ConceptsiPhone/YouTube screenshot by Chris Matyszczyk/CNET

The last time teenagers were consistent was the first time teenagers were consistent.

Their winds of change rarely abate and their judgments are as instant as the worst coffee.

Yet they seem to have a weird thing for Apple.

Piper Jaffray’s Taking Stock With Teens report for spring 2014 told us about the drift from Facebook that many see and hope continues.

However, the figures also showed what appears to be a peculiar commitment to Apple. Of these respondents, 61 percent owned an iPhone; 67 percent expect their next phone to be an iPhone.

It’s enough to make Samsung sue for unfair competition.

How can it be that with all the Samsung offerings — and its often fine advertising — Apple can appear to have this odd marriage with the fickle teenage mind?

I checked the same survey from a year ago. A mere 48 percent of US teens then said they owned an iPhone. But 62 percent said their next phone would be Apple’s.

The surveyors this year talked to 7,500 teens, whose average age was 16.4. Most were from families whose household income was $55,000.

The two dominant brands were Nike in apparel and Apple in electronics.

Sixty percent of these kids own a tablet. The choice of 66 percent of the ones who do was the iPad.

Some might think that these respondents need very close examination and supervision on hearing that 17 percent of them insisted that they would pay $350 for an iWatch.

Whose $350 might that be? I wasn’t aware McDonald’s was paying so well these days.

Still, if these numbers are even vaguely accurate — and Piper Jaffray has often been rather keen on the Apple brand — they must make for furrowed brows at Apple’s competitors.

It’s not even as if Apple panders to various teenage groups by releasing multifarious versions of its phones. Can it really be that teens want, in such overwhelming numbers, to be seen with an iPhone?

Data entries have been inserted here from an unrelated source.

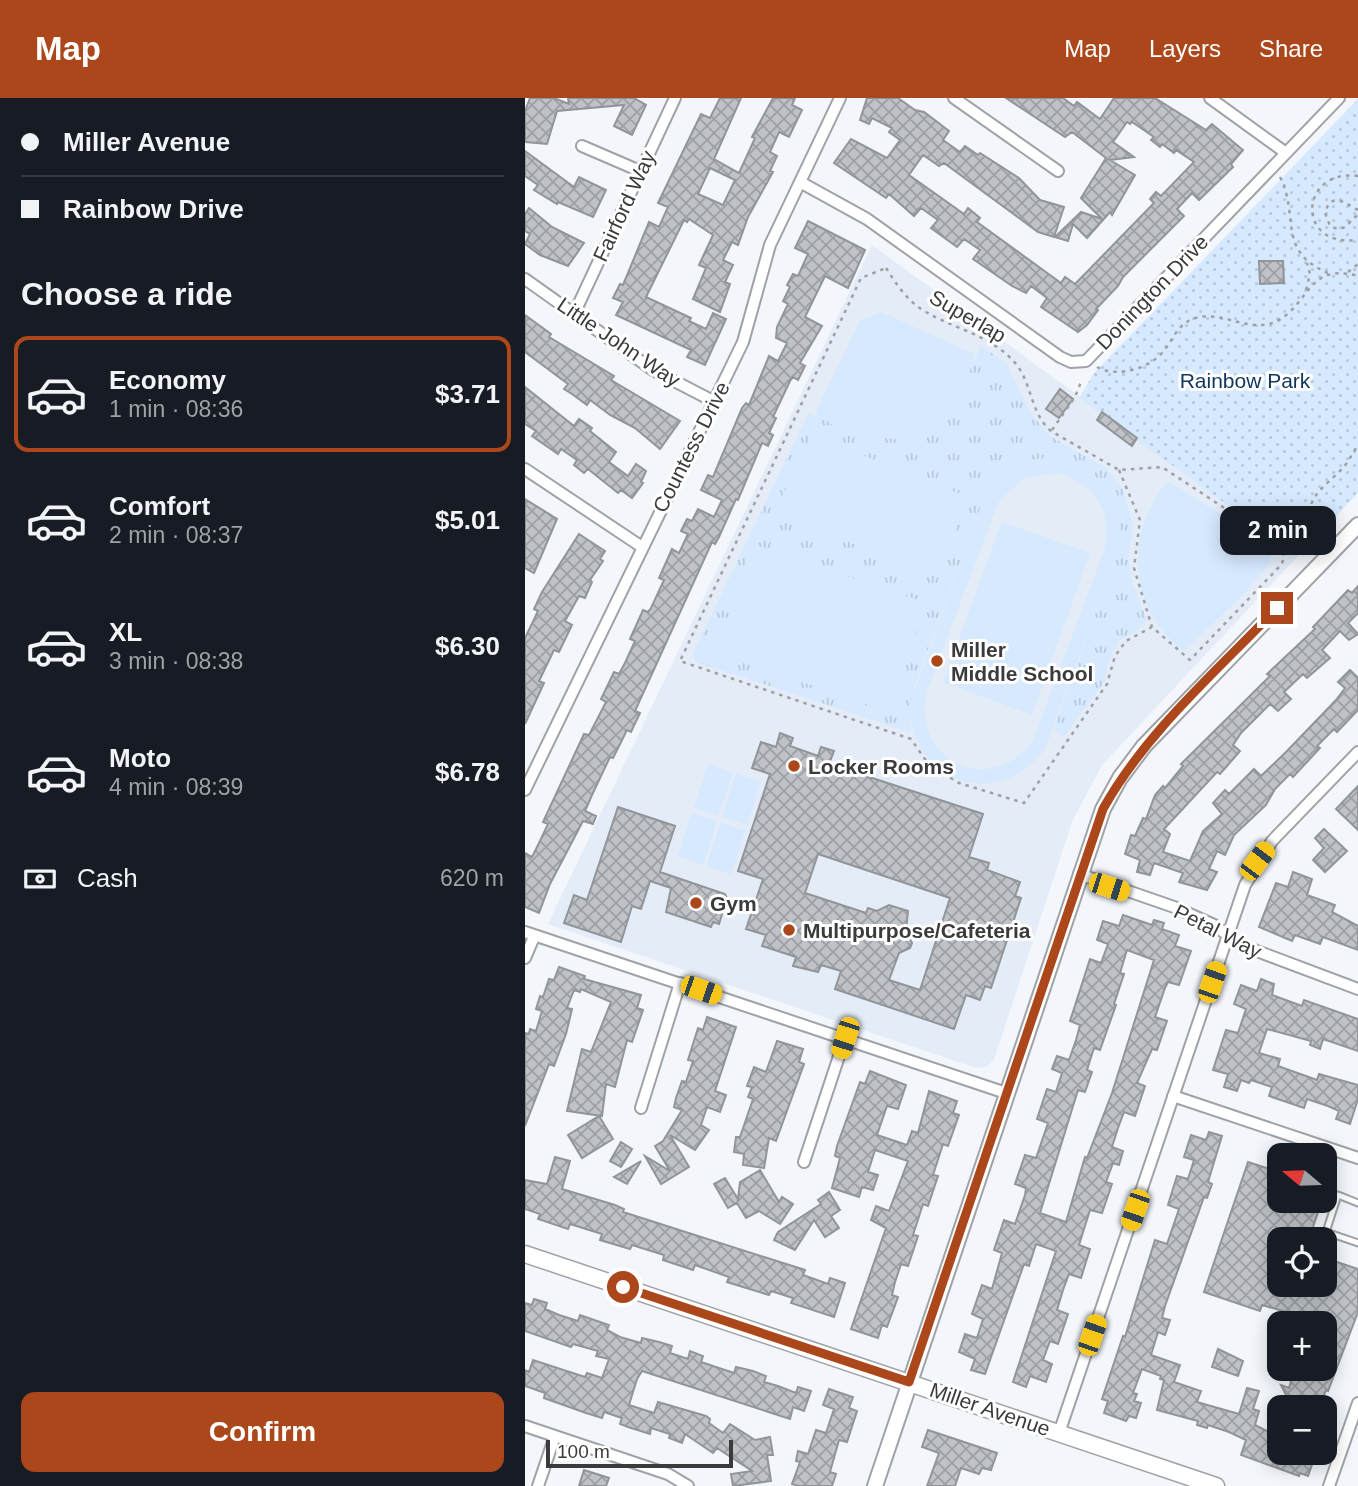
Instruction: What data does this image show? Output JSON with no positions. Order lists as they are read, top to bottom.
{
  "streets": {
    "main road": ["Miller Avenue"],
    "street": [
      "Fairford Way",
      "Donington Drive",
      "Little John Way",
      "Countess Drive",
      "Petal Way"
    ],
    "path": ["Superlap"]
  },
  "crossings": [
    ["Fairford Way", "Little John Way"],
    ["Donington Drive", "Countess Drive"],
    ["Little John Way", "Countess Drive"]
  ],
  "parks": ["Rainbow Park"],
  "places": [
    "Miller Middle School",
    "Locker Rooms",
    "Gym",
    "Multipurpose/Cafeteria"
  ],
  "scale_bar": "100 m",
  "north": "left",
  "page": {
    "header": "Map",
    "nav": ["Map", "Layers", "Share"],
    "banner": ["Miller Avenue", "Rainbow Drive"],
    "heading": "Choose a ride",
    "list": [
      {
        "name": "Economy",
        "note": "1 min · 08:36",
        "value": "$3.71"
      },
      {
        "name": "Comfort",
        "note": "2 min · 08:37",
        "value": "$5.01"
      },
      {
        "name": "XL",
        "note": "3 min · 08:38",
        "value": "$6.30"
      },
      {
        "name": "Moto",
        "note": "4 min · 08:39",
        "value": "$6.78"
      }
    ],
    "bubble": "2 min",
    "pay": ["Cash", "620 m"],
    "map_buttons": ["+", "−"],
    "buttons": "Confirm",
    "scale": "100 m"
  }
}
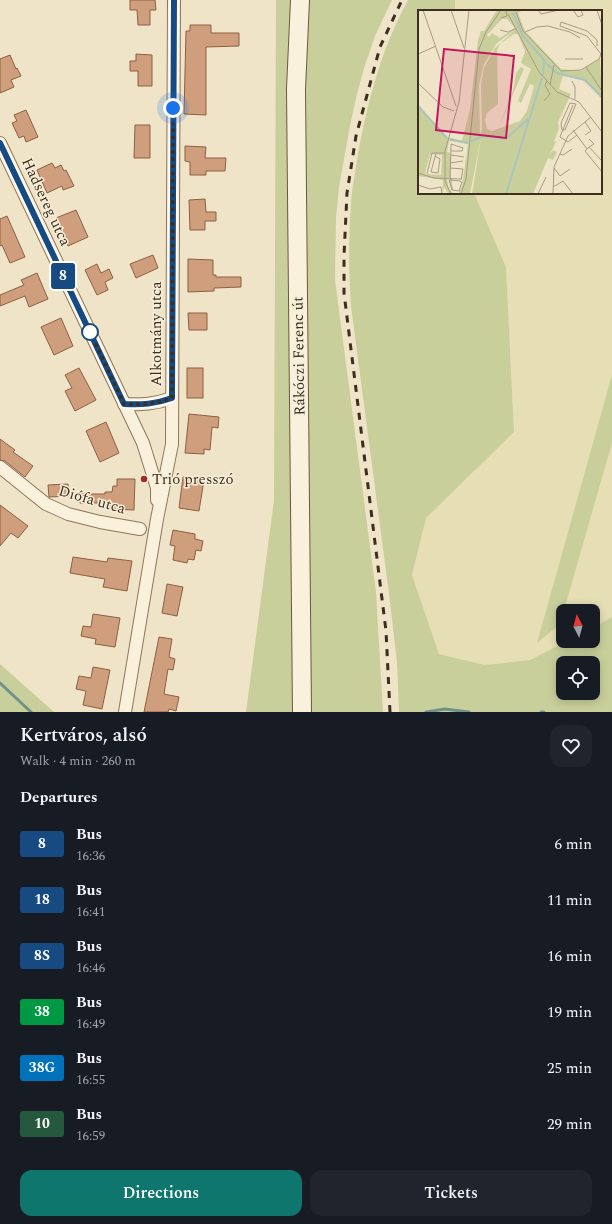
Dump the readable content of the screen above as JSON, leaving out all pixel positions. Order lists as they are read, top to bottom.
{
  "streets": {
    "main road": ["Rákóczi Ferenc út"],
    "street": ["Hadsereg utca", "Alkotmány utca", "Diófa utca"]
  },
  "crossings": [
    ["Hadsereg utca", "Alkotmány utca"]
  ],
  "places": ["Trió presszó"],
  "lines": ["bus line 8"],
  "north": "top",
  "page": {
    "on_map": "8",
    "heading": [
      ["Kertváros, alsó", "Walk · 4 min · 260 m"],
      "Departures"
    ],
    "list": [
      {
        "mark": "8",
        "name": "Bus",
        "note": "16:36",
        "value": "6 min"
      },
      {
        "mark": "18",
        "name": "Bus",
        "note": "16:41",
        "value": "11 min"
      },
      {
        "mark": "8S",
        "name": "Bus",
        "note": "16:46",
        "value": "16 min"
      },
      {
        "mark": "38",
        "name": "Bus",
        "note": "16:49",
        "value": "19 min"
      },
      {
        "mark": "38G",
        "name": "Bus",
        "note": "16:55",
        "value": "25 min"
      },
      {
        "mark": "10",
        "name": "Bus",
        "note": "16:59",
        "value": "29 min"
      }
    ],
    "buttons": ["Directions", "Tickets"]
  }
}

Because being seen with the right image-definer is vitally important to these impressionable beings.

These results contrast markedly with a survey performed by Buzz Marketing last year. It insisted that, in teen eyes, Apple was done.

More Technically Incorrect

It added that it was Samsung’s Galaxy and Microsoft’s Surface that were quickening young people’s pulse rates.

Perhaps, though, it’s the pull of the teenage crowd, addled by Apple’s alleged coolness, that makes teens too afraid to branch away.

The Piper Jaffray survey shows that the number of teens owning an iPhone almost doubled in two years.

One should never truly take a teen’s word (or a survey’s) for anything. They make telemarketers seem like men of the cloth.

But if a brand that has turned into one of the world’s biggest companies truly has such an apparent hold on teen emotions, there may be a couple of conclusions.

One, the iPhone’s design — rather than some trickery of advertising — has maintained its extremely high level.

And two, somehow competing phones haven’t yet managed to inspire in enormous numbers.

Which, given how prepared teens are to say that something, um, “sucks,” shouldn’t be that hard, should it?